All Your Snowflake Data Clean Room Questions Answered
Diverse data delivers richer experiences for customers. Layers of data—of all sizes and kinds—provide insights into customers’ profiles and preferences and how best to serve them. Traditionally bringing all that data together has been challenging, as it required copying and moving it across systems. All that required effort, and raised concerns about the ability to govern the data.
In May, Snowflake hosted a webinar on data collaboration and clean rooms. Snowflake’s data sharing capability provides access to live, ready-to-query data, without having to copy and move it, making it easier to access and to govern. But some data is extremely sensitive or highly regulated.

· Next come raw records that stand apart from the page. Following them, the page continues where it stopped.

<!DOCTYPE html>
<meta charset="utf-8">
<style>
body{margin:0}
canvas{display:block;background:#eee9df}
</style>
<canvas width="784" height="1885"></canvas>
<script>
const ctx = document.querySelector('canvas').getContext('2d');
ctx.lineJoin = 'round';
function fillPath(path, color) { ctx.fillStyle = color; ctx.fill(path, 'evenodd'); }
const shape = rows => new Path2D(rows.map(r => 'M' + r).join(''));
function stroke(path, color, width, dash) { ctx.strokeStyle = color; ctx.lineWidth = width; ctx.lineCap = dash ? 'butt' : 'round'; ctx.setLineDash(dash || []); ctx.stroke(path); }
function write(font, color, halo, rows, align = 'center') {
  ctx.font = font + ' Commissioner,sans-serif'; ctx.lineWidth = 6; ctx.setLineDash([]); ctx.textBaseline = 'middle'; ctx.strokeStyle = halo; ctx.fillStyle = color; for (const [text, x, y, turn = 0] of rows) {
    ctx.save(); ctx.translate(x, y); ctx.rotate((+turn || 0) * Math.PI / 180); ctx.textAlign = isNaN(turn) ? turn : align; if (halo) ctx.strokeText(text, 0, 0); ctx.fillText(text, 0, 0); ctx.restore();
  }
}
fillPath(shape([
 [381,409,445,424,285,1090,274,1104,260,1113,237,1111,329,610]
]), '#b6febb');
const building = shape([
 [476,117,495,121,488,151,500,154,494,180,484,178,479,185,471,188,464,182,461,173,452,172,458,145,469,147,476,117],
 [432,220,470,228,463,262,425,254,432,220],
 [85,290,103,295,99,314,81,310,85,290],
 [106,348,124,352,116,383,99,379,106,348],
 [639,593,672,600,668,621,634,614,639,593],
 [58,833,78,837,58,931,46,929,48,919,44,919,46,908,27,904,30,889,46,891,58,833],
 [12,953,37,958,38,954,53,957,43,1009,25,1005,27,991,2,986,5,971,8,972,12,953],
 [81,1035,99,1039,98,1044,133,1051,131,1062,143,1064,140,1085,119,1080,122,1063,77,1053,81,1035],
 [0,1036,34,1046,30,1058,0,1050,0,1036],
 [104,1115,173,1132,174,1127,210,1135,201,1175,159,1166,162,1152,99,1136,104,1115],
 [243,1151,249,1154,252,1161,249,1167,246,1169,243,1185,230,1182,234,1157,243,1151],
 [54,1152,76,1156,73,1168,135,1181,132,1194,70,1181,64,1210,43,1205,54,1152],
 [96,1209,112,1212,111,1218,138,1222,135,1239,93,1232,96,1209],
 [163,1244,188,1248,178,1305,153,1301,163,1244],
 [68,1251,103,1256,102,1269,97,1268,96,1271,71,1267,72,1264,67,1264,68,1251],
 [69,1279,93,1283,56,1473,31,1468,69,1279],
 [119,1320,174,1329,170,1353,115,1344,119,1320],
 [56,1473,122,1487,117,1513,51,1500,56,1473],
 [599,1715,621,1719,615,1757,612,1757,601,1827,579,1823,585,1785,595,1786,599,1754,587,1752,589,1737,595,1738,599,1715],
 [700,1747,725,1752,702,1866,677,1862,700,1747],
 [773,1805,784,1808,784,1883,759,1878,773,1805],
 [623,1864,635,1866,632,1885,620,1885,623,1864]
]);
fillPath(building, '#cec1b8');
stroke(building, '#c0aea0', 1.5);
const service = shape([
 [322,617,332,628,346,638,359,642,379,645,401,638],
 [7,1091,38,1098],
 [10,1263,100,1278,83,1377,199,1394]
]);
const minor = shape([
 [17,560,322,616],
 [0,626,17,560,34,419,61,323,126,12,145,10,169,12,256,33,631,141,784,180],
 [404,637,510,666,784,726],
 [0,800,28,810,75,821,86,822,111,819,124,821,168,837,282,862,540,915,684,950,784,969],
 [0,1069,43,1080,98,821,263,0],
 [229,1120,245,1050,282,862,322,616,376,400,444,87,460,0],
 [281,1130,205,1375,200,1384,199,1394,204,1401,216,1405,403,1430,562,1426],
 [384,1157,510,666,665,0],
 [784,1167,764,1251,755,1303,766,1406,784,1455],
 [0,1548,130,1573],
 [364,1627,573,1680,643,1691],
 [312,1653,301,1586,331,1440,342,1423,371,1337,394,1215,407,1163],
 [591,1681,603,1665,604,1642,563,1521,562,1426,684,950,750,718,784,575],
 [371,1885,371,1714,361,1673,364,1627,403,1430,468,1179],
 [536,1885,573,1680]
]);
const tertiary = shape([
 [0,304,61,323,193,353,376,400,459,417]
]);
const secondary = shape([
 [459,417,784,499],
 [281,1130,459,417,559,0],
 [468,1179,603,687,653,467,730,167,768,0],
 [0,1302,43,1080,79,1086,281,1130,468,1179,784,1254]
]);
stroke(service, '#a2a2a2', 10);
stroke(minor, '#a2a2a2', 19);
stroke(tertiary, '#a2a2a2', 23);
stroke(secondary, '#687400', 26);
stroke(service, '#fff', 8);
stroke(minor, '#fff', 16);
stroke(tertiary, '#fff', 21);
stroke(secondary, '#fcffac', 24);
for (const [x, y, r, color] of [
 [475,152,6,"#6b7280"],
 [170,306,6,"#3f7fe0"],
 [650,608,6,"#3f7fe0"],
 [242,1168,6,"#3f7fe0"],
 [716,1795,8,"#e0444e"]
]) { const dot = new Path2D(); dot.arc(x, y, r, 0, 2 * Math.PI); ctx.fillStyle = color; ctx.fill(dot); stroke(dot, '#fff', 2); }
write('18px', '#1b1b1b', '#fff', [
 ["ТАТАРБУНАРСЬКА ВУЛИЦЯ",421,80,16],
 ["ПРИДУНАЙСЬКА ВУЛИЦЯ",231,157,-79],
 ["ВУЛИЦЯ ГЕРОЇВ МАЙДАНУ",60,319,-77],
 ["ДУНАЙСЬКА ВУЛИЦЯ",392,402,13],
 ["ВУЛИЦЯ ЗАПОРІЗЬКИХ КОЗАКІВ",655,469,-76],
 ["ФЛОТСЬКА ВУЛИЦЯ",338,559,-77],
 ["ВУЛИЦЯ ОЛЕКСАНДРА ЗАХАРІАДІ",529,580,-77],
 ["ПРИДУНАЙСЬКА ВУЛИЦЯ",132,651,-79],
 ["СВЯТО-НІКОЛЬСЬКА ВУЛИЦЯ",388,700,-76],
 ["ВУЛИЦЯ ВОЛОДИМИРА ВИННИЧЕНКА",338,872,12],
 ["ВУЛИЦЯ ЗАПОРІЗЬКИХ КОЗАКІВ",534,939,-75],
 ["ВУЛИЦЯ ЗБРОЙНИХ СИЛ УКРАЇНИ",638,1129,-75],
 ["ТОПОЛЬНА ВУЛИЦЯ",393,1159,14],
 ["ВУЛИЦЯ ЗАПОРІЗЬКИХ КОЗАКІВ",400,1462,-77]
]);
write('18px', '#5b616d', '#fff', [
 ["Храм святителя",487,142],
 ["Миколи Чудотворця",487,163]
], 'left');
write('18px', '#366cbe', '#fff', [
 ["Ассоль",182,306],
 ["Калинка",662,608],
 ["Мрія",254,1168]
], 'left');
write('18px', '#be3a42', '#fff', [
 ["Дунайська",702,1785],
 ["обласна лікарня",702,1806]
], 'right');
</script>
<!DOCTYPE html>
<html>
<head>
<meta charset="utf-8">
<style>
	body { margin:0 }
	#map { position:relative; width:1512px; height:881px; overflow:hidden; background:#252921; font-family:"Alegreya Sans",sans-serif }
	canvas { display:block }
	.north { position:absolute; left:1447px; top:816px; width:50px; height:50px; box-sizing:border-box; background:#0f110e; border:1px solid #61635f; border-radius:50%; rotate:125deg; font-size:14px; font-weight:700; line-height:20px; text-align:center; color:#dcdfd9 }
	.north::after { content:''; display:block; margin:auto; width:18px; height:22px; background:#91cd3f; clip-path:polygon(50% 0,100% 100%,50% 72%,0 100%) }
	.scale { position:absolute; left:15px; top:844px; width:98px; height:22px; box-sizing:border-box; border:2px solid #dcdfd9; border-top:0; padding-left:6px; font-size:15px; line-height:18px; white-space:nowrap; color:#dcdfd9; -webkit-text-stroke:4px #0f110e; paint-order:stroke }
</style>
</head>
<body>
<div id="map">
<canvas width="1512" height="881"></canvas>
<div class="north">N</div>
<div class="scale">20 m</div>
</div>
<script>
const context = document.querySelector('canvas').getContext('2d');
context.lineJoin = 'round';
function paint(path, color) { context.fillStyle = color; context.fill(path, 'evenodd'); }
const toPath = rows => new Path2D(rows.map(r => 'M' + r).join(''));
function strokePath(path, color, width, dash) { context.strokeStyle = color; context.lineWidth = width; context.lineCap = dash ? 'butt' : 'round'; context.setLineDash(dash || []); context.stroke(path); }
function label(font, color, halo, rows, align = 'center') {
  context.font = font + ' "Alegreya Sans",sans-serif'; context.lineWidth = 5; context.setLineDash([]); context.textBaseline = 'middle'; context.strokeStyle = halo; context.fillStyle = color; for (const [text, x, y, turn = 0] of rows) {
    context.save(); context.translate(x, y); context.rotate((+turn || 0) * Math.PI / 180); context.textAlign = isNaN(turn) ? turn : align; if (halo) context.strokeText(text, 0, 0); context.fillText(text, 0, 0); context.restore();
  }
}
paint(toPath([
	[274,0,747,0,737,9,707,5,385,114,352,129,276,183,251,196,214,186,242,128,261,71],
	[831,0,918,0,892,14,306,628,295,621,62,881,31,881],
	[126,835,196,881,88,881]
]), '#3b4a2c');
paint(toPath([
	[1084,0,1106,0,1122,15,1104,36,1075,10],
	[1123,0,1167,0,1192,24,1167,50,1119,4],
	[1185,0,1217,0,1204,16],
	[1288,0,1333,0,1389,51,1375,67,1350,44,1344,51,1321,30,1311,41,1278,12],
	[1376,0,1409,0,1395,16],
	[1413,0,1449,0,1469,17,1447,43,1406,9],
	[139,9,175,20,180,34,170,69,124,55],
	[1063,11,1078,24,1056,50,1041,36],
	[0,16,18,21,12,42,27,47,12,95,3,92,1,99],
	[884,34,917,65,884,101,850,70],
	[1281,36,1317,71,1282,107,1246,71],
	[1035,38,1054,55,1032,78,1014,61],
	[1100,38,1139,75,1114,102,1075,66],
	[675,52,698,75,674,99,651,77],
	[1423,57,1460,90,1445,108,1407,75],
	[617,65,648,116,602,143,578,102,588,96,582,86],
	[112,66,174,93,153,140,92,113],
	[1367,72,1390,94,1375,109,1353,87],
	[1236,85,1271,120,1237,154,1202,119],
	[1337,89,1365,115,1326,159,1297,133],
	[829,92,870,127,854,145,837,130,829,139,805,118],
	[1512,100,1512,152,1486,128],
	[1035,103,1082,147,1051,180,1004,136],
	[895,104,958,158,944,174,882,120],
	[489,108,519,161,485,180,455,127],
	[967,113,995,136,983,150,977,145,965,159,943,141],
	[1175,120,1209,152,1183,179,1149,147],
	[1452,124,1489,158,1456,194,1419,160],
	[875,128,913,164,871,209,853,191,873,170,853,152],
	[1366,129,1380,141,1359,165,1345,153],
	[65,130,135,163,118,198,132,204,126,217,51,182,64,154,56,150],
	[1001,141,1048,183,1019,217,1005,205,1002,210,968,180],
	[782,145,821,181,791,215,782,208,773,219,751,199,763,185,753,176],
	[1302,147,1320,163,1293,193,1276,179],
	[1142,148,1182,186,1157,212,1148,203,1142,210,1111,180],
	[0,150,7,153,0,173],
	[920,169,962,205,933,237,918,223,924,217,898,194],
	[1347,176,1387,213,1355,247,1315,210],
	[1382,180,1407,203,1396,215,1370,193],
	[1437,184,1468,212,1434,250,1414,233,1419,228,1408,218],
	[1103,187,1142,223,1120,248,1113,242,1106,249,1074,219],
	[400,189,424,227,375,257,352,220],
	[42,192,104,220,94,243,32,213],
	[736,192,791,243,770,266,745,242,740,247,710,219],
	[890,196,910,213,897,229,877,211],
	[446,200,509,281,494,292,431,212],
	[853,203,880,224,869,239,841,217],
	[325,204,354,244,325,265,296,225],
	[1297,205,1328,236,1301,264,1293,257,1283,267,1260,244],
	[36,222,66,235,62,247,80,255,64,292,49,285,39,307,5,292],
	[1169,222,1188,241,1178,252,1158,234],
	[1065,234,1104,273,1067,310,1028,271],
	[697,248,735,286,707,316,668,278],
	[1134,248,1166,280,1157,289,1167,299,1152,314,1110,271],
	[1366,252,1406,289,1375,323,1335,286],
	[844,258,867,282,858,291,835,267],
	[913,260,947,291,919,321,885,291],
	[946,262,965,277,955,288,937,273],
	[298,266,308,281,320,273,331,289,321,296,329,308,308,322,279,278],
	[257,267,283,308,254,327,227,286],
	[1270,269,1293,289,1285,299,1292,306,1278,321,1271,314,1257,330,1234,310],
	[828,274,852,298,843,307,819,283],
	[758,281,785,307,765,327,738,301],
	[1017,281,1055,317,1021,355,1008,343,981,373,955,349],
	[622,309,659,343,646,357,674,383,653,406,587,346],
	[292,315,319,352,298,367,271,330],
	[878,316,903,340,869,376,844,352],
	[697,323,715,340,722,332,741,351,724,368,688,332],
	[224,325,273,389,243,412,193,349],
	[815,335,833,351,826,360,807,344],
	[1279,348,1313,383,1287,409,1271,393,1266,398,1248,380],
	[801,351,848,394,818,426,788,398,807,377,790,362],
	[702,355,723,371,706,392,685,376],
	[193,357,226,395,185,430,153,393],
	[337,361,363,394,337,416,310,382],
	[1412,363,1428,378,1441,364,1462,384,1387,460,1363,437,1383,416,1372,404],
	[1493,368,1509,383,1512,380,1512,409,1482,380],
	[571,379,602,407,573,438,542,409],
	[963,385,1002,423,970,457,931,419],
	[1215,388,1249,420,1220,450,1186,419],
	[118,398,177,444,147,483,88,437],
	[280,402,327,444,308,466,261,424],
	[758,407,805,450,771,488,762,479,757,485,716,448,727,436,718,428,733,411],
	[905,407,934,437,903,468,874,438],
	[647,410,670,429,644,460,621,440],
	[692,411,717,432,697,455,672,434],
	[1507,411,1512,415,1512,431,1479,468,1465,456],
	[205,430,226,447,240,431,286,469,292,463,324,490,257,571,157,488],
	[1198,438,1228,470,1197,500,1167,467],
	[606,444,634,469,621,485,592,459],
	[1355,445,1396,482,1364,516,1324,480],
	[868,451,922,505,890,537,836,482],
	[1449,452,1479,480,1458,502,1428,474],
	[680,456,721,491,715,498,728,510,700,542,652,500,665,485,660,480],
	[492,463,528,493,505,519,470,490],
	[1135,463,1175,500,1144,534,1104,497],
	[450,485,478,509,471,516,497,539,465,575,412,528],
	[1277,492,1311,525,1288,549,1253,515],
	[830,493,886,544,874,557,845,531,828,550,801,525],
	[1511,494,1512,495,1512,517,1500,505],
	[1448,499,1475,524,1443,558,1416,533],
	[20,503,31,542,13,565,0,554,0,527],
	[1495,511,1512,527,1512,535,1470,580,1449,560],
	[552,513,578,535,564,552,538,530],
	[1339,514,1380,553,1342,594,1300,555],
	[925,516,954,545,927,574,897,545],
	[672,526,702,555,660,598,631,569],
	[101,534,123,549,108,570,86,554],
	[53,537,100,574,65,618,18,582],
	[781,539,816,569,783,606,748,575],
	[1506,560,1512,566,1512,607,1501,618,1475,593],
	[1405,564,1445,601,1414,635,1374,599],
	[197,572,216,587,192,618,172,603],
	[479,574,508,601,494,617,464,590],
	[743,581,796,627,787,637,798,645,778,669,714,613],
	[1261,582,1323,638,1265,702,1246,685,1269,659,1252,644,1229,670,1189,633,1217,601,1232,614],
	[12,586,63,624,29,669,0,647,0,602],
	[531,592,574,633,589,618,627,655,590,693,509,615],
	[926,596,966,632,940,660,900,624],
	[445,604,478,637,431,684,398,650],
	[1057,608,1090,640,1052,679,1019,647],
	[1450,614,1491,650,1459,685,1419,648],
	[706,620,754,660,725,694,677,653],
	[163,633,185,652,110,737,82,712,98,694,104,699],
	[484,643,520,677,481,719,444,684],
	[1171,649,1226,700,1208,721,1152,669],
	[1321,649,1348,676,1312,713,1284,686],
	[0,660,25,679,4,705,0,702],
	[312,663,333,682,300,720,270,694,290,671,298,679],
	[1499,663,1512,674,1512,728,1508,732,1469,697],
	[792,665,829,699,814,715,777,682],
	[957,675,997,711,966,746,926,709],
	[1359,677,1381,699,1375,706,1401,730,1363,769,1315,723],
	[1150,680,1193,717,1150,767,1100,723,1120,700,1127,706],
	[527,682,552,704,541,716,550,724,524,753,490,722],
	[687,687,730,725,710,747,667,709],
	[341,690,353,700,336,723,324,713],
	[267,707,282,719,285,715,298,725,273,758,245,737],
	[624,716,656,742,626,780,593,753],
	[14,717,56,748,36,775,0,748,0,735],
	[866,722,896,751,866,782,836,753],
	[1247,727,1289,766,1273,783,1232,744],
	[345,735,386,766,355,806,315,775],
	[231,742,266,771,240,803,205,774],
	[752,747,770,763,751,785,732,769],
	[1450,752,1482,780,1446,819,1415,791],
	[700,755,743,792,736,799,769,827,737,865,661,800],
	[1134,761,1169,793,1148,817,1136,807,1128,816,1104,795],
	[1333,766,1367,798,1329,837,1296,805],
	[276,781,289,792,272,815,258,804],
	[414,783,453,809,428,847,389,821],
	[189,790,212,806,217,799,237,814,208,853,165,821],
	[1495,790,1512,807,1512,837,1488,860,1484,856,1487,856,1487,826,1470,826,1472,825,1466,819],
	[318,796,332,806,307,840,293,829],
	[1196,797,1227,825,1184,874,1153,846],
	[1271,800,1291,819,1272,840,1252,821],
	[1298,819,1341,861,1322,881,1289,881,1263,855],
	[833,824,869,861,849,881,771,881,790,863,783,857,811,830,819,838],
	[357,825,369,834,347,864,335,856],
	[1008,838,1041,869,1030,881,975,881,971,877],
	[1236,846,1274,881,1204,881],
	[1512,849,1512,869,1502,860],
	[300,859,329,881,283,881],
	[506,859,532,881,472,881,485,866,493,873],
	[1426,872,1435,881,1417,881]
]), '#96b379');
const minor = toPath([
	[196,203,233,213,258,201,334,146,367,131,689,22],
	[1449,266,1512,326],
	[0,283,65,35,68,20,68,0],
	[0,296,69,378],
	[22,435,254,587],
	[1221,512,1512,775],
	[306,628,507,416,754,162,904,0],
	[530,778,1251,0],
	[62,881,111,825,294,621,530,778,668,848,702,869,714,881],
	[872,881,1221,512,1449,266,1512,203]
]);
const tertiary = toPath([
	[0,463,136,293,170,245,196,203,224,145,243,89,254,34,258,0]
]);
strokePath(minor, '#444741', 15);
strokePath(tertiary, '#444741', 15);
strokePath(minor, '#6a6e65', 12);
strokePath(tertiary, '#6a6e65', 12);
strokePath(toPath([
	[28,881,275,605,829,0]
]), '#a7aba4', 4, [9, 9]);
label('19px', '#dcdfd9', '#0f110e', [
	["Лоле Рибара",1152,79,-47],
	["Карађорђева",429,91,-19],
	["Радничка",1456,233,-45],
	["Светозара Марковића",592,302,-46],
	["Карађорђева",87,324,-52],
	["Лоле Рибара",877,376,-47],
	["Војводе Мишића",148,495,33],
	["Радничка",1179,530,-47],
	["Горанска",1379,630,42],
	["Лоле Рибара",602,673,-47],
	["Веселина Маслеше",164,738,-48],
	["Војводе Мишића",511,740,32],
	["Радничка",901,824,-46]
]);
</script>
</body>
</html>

Snowflake’s enhanced Global Data Clean Room capability, based on features now available in private preview, enables the privacy of data to be maintained while allowing multiple parties to derive insights from it. Data owners define specific rules about which operations can be performed using their data, who can run them, and what the responses can be. Clean room configurations can also include additional privacy enhancing capabilities such as time stamping or the injection of “noise” in the results. Based on these configurations, parties to the clean room can then run their allowed operations against the data without seeing the underlying data or logic. For example, a customer overlap query could report how many common customers two or more parties have, rather than showing who those customers actually are. I call this “sharing without showing.”
Not surprisingly, the audience asked some pertinent questions about how these capabilities work. We’ve asked the experts to provide some answers:
In your experience, do you foresee changes in the significance of data collaboration? What’s next in terms of advancements in data collaboration?
Companies have already been sharing data, just much less efficiently. But current industry dynamics have accelerated demand for sharing and collaboration. In the advertising world, the deprecation of third-party cookies has left many marketers without sources of external data. At the same time, new use cases and data-intensive analytic methods have resulted in an explosion in demand for data. Yet concerns about preserving data privacy have also grown. These dynamics have resulted in a perfect storm: the need for secure data collaboration via data clean rooms.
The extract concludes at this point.